[Records for this task Boundary: Start]

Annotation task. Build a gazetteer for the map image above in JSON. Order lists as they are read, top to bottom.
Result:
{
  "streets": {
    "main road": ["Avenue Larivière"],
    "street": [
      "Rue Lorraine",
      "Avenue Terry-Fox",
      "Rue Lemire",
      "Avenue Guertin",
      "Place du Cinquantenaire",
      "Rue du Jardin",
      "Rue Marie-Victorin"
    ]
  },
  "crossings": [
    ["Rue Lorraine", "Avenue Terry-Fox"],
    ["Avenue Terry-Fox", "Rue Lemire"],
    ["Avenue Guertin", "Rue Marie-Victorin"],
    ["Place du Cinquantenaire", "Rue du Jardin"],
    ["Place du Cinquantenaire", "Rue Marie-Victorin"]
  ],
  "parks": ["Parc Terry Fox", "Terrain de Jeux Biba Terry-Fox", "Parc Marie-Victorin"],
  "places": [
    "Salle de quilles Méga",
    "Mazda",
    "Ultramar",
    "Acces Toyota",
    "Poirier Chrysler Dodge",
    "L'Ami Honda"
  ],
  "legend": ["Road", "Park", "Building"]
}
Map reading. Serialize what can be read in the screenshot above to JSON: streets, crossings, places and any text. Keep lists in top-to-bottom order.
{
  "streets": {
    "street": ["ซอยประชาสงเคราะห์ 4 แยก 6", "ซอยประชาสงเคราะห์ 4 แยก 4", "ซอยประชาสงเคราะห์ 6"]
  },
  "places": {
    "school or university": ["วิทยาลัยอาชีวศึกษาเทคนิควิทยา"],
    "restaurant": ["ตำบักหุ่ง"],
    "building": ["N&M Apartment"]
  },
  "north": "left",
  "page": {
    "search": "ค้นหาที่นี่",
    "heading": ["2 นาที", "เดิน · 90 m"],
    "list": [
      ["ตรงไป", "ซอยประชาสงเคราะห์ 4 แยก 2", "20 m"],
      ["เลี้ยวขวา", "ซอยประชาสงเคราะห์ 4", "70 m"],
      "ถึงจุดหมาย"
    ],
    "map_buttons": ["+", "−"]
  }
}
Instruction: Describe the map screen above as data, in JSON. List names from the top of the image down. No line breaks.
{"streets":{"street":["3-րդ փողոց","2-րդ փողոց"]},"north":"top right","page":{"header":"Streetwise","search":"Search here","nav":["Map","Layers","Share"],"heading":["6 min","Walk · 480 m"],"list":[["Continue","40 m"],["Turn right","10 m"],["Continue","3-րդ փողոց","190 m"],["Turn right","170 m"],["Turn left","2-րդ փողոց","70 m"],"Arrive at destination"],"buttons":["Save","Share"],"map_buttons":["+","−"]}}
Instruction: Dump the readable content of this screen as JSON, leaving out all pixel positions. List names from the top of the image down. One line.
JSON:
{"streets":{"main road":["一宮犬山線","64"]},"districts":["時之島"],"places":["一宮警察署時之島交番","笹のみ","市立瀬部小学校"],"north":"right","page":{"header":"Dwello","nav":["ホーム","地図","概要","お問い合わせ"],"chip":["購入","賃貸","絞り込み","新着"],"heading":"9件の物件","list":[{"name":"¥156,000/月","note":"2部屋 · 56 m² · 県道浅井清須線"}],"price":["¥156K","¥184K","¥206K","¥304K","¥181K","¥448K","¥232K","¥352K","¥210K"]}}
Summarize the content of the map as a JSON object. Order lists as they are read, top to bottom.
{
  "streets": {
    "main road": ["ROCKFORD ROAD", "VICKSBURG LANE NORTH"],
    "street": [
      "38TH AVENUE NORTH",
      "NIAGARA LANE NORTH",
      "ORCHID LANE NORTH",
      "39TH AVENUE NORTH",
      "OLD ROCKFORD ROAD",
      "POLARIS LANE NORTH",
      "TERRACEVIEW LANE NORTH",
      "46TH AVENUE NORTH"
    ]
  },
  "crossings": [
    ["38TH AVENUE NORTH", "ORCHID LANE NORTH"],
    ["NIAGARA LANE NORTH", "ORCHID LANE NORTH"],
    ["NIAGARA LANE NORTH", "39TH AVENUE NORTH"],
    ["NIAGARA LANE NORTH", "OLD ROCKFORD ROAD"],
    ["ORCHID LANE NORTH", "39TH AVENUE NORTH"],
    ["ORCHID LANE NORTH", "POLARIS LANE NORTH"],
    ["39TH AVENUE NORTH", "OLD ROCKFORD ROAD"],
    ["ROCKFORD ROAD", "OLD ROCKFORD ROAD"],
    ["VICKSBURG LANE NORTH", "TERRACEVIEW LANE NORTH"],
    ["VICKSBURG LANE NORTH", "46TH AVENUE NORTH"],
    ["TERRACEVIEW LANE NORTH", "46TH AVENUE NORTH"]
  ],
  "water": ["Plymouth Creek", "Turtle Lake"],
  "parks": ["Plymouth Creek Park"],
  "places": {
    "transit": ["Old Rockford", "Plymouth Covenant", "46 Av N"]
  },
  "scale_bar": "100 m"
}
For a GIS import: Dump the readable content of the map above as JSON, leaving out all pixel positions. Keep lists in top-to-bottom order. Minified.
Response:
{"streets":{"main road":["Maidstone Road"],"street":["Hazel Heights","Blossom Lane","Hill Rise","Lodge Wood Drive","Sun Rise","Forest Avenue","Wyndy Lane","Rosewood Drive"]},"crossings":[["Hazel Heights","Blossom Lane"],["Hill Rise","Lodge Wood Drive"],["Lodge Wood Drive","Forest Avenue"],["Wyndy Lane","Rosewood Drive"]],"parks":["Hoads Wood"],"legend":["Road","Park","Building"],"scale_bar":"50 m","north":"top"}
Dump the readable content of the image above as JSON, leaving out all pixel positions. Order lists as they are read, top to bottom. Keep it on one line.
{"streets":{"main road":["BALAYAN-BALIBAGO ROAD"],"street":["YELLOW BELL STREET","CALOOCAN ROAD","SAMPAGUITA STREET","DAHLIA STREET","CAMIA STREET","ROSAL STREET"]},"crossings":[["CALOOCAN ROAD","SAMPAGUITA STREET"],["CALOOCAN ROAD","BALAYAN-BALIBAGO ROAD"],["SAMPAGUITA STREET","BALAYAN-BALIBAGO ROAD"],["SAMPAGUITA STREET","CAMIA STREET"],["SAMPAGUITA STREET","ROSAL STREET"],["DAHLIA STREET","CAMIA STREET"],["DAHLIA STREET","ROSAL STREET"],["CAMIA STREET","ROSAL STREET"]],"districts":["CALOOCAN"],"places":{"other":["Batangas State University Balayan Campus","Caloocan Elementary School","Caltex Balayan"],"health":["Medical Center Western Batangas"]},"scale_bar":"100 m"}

[Records for this task Boundary: End]

What you have to do: Each entry shown above must be retyped word for word.

Solved problem:
Annotation task. Build a gazetteer for the map image above in JSON. Order lists as they are read, top to bottom.
Result:
{
  "streets": {
    "main road": ["Avenue Larivière"],
    "street": [
      "Rue Lorraine",
      "Avenue Terry-Fox",
      "Rue Lemire",
      "Avenue Guertin",
      "Place du Cinquantenaire",
      "Rue du Jardin",
      "Rue Marie-Victorin"
    ]
  },
  "crossings": [
    ["Rue Lorraine", "Avenue Terry-Fox"],
    ["Avenue Terry-Fox", "Rue Lemire"],
    ["Avenue Guertin", "Rue Marie-Victorin"],
    ["Place du Cinquantenaire", "Rue du Jardin"],
    ["Place du Cinquantenaire", "Rue Marie-Victorin"]
  ],
  "parks": ["Parc Terry Fox", "Terrain de Jeux Biba Terry-Fox", "Parc Marie-Victorin"],
  "places": [
    "Salle de quilles Méga",
    "Mazda",
    "Ultramar",
    "Acces Toyota",
    "Poirier Chrysler Dodge",
    "L'Ami Honda"
  ],
  "legend": ["Road", "Park", "Building"]
}
Map reading. Serialize what can be read in the screenshot above to JSON: streets, crossings, places and any text. Keep lists in top-to-bottom order.
{
  "streets": {
    "street": ["ซอยประชาสงเคราะห์ 4 แยก 6", "ซอยประชาสงเคราะห์ 4 แยก 4", "ซอยประชาสงเคราะห์ 6"]
  },
  "places": {
    "school or university": ["วิทยาลัยอาชีวศึกษาเทคนิควิทยา"],
    "restaurant": ["ตำบักหุ่ง"],
    "building": ["N&M Apartment"]
  },
  "north": "left",
  "page": {
    "search": "ค้นหาที่นี่",
    "heading": ["2 นาที", "เดิน · 90 m"],
    "list": [
      ["ตรงไป", "ซอยประชาสงเคราะห์ 4 แยก 2", "20 m"],
      ["เลี้ยวขวา", "ซอยประชาสงเคราะห์ 4", "70 m"],
      "ถึงจุดหมาย"
    ],
    "map_buttons": ["+", "−"]
  }
}
Instruction: Describe the map screen above as data, in JSON. List names from the top of the image down. No line breaks.
{"streets":{"street":["3-րդ փողոց","2-րդ փողոց"]},"north":"top right","page":{"header":"Streetwise","search":"Search here","nav":["Map","Layers","Share"],"heading":["6 min","Walk · 480 m"],"list":[["Continue","40 m"],["Turn right","10 m"],["Continue","3-րդ փողոց","190 m"],["Turn right","170 m"],["Turn left","2-րդ փողոց","70 m"],"Arrive at destination"],"buttons":["Save","Share"],"map_buttons":["+","−"]}}
Instruction: Dump the readable content of this screen as JSON, leaving out all pixel positions. List names from the top of the image down. One line.
JSON:
{"streets":{"main road":["一宮犬山線","64"]},"districts":["時之島"],"places":["一宮警察署時之島交番","笹のみ","市立瀬部小学校"],"north":"right","page":{"header":"Dwello","nav":["ホーム","地図","概要","お問い合わせ"],"chip":["購入","賃貸","絞り込み","新着"],"heading":"9件の物件","list":[{"name":"¥156,000/月","note":"2部屋 · 56 m² · 県道浅井清須線"}],"price":["¥156K","¥184K","¥206K","¥304K","¥181K","¥448K","¥232K","¥352K","¥210K"]}}
Summarize the content of the map as a JSON object. Order lists as they are read, top to bottom.
{
  "streets": {
    "main road": ["ROCKFORD ROAD", "VICKSBURG LANE NORTH"],
    "street": [
      "38TH AVENUE NORTH",
      "NIAGARA LANE NORTH",
      "ORCHID LANE NORTH",
      "39TH AVENUE NORTH",
      "OLD ROCKFORD ROAD",
      "POLARIS LANE NORTH",
      "TERRACEVIEW LANE NORTH",
      "46TH AVENUE NORTH"
    ]
  },
  "crossings": [
    ["38TH AVENUE NORTH", "ORCHID LANE NORTH"],
    ["NIAGARA LANE NORTH", "ORCHID LANE NORTH"],
    ["NIAGARA LANE NORTH", "39TH AVENUE NORTH"],
    ["NIAGARA LANE NORTH", "OLD ROCKFORD ROAD"],
    ["ORCHID LANE NORTH", "39TH AVENUE NORTH"],
    ["ORCHID LANE NORTH", "POLARIS LANE NORTH"],
    ["39TH AVENUE NORTH", "OLD ROCKFORD ROAD"],
    ["ROCKFORD ROAD", "OLD ROCKFORD ROAD"],
    ["VICKSBURG LANE NORTH", "TERRACEVIEW LANE NORTH"],
    ["VICKSBURG LANE NORTH", "46TH AVENUE NORTH"],
    ["TERRACEVIEW LANE NORTH", "46TH AVENUE NORTH"]
  ],
  "water": ["Plymouth Creek", "Turtle Lake"],
  "parks": ["Plymouth Creek Park"],
  "places": {
    "transit": ["Old Rockford", "Plymouth Covenant", "46 Av N"]
  },
  "scale_bar": "100 m"
}
For a GIS import: Dump the readable content of the map above as JSON, leaving out all pixel positions. Keep lists in top-to-bottom order. Minified.
Response:
{"streets":{"main road":["Maidstone Road"],"street":["Hazel Heights","Blossom Lane","Hill Rise","Lodge Wood Drive","Sun Rise","Forest Avenue","Wyndy Lane","Rosewood Drive"]},"crossings":[["Hazel Heights","Blossom Lane"],["Hill Rise","Lodge Wood Drive"],["Lodge Wood Drive","Forest Avenue"],["Wyndy Lane","Rosewood Drive"]],"parks":["Hoads Wood"],"legend":["Road","Park","Building"],"scale_bar":"50 m","north":"top"}
Dump the readable content of the image above as JSON, leaving out all pixel positions. Order lists as they are read, top to bottom. Keep it on one line.
{"streets":{"main road":["BALAYAN-BALIBAGO ROAD"],"street":["YELLOW BELL STREET","CALOOCAN ROAD","SAMPAGUITA STREET","DAHLIA STREET","CAMIA STREET","ROSAL STREET"]},"crossings":[["CALOOCAN ROAD","SAMPAGUITA STREET"],["CALOOCAN ROAD","BALAYAN-BALIBAGO ROAD"],["SAMPAGUITA STREET","BALAYAN-BALIBAGO ROAD"],["SAMPAGUITA STREET","CAMIA STREET"],["SAMPAGUITA STREET","ROSAL STREET"],["DAHLIA STREET","CAMIA STREET"],["DAHLIA STREET","ROSAL STREET"],["CAMIA STREET","ROSAL STREET"]],"districts":["CALOOCAN"],"places":{"other":["Batangas State University Balayan Campus","Caloocan Elementary School","Caltex Balayan"],"health":["Medical Center Western Batangas"]},"scale_bar":"100 m"}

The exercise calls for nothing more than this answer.